At the time of filing of this Annual Report on Form 10-K, there is no common stock that is subject to outstanding options or warrants to purchase or securities convertible into, common equity of the Company.
Effective as of February 2008, the SEC adopted new rules relating to the sale of restricted securities under Rule 144 of the Securities Act of 1933, as amended, with respect to the resale of such securities by shareholders of a “shell company” such as the Company. The new rules provide that shareholders of a “shell company” are not eligible to sell under Rule 144 unless the company (i) is subject to the reporting requirements of section 13 or 15(d) of the Exchange Act; (ii) has filed all reports and other materials required to be filed by section 13 or 15(d) of the Exchange Act, as applicable, during the preceding 12 months (or for such shorter period that the issuer was required to file such reports and materials), other than Form 8-K reports; and (iii) has filed current "Form 10 information" with the SEC reflecting that is no longer a “shell company” and one year has elapsed from the date of th at filing. The Company does not meet all of these requirements and shareholders of the Company are therefore not currently eligible to sell their shares under Rule 144.

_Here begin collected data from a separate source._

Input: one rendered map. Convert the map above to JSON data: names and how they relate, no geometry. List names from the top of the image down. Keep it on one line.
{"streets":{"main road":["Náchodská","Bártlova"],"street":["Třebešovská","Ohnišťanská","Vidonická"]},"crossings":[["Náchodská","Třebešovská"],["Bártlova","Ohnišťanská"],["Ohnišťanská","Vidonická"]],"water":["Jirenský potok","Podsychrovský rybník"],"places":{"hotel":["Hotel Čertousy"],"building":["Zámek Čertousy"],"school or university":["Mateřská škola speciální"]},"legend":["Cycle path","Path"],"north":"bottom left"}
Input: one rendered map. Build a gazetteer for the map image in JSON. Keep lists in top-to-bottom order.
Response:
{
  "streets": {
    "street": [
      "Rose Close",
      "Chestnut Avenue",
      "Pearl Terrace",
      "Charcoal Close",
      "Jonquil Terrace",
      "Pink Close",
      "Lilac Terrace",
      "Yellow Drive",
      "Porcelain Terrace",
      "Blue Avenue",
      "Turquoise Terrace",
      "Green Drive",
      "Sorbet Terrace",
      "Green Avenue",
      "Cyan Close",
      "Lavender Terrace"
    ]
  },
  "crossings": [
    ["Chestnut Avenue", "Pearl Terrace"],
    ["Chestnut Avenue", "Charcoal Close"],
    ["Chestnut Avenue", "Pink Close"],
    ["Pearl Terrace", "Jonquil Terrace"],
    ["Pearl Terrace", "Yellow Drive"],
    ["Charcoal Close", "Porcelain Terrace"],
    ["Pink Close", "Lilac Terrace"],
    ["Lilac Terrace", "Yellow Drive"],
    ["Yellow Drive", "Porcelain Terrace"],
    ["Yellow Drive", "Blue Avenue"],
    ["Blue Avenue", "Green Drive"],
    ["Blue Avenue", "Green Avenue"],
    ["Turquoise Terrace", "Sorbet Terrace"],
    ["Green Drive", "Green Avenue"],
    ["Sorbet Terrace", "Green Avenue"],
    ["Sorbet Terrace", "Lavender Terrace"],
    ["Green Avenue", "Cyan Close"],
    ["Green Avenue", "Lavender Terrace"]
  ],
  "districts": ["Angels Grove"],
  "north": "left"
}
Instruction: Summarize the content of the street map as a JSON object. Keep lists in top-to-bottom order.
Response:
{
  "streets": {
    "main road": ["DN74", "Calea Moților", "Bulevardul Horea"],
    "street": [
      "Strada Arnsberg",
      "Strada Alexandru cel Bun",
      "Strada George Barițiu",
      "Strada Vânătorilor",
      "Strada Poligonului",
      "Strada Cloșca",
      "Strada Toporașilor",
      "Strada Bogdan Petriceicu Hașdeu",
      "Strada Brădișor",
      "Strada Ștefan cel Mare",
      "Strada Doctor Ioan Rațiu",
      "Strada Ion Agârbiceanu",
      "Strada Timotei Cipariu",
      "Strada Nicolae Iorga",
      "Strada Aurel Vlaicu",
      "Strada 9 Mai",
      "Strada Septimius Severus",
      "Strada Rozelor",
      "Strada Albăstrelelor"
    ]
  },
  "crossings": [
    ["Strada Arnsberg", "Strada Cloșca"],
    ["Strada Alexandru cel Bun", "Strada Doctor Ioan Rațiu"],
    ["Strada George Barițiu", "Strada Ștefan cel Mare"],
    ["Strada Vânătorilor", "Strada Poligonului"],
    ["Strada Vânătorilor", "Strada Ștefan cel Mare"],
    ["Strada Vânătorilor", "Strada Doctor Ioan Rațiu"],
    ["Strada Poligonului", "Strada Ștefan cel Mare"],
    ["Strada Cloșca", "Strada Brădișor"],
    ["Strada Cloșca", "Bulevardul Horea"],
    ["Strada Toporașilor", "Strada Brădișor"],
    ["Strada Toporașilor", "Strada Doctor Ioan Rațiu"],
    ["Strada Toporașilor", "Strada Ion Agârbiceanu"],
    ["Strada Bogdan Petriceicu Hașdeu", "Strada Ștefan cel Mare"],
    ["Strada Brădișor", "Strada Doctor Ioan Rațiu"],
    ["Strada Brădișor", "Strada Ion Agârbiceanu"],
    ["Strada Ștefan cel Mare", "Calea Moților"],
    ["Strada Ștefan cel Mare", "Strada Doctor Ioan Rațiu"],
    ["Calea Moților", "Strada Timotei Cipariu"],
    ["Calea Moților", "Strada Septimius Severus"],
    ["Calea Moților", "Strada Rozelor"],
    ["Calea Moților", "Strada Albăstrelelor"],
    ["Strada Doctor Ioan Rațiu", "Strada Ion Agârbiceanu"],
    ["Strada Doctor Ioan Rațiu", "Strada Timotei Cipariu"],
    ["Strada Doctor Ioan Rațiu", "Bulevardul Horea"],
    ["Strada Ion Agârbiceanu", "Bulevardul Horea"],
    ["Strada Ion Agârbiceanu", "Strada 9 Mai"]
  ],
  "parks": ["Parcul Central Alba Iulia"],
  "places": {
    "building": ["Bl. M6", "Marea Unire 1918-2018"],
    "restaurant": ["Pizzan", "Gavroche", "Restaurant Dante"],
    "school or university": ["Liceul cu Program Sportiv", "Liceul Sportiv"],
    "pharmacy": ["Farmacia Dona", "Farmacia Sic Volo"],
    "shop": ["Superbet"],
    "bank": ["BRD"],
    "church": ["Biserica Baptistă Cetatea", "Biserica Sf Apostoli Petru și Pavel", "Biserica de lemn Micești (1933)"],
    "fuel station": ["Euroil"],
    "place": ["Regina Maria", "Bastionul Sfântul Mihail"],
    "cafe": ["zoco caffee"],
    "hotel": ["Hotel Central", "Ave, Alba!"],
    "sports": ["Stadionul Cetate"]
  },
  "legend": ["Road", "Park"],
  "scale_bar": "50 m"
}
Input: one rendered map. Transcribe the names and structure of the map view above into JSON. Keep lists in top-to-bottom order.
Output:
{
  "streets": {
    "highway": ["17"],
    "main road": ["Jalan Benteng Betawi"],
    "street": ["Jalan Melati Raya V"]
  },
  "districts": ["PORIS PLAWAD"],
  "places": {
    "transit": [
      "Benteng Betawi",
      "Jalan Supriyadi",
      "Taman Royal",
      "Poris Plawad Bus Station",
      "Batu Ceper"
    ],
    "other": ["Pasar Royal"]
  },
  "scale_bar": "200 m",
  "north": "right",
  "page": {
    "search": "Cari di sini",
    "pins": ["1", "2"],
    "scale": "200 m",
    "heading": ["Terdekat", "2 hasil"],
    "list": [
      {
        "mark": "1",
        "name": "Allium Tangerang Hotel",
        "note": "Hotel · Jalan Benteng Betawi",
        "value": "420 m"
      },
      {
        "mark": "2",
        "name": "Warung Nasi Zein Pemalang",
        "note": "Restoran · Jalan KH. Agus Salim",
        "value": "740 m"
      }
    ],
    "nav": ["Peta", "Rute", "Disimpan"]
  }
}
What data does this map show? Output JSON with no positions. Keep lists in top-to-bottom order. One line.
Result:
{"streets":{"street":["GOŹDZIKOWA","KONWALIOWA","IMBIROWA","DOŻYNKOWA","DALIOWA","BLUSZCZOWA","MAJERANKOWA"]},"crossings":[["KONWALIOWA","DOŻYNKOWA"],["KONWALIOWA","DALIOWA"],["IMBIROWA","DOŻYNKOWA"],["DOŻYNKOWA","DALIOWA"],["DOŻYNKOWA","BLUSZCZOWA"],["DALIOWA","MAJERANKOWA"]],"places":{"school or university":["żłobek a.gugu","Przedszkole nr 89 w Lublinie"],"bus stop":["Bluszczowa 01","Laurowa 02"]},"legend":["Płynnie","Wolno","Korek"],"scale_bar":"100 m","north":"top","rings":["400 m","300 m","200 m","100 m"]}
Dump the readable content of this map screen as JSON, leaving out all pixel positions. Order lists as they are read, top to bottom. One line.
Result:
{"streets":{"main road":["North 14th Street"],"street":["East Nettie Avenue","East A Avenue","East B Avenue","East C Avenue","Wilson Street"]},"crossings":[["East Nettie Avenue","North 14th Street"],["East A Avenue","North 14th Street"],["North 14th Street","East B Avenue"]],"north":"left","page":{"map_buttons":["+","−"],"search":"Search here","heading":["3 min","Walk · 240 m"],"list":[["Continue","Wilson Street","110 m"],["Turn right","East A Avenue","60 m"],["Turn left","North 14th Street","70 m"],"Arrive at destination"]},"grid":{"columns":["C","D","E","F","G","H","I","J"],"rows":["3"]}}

The ability of individual shareholders to trade their shares in a particular state may be subject to various rules and regulations of that state. A number of states require that an issuer's securities be registered in their state or appropriately exempted from registration before the securities are permitted to trade in that state.
Holders of Record
As of September 23, 2008, 9,199,192 shares of our common stock were issued and outstanding, and held by approximately 841 stockholders of record.
Transfer Agent
Our transfer agent is Island Stock Transfer, St. Petersburg, Florida; telephone (727) 289-0010.
Dividends
We have never declared or paid any cash dividends on our common stock. For the foreseeable future, we intend to retain any earnings to finance the development and expansion of our business, and we do not anticipate paying any cash dividends on our common stock. Any future determination to pay dividends will be at the discretion of our Board of Directors.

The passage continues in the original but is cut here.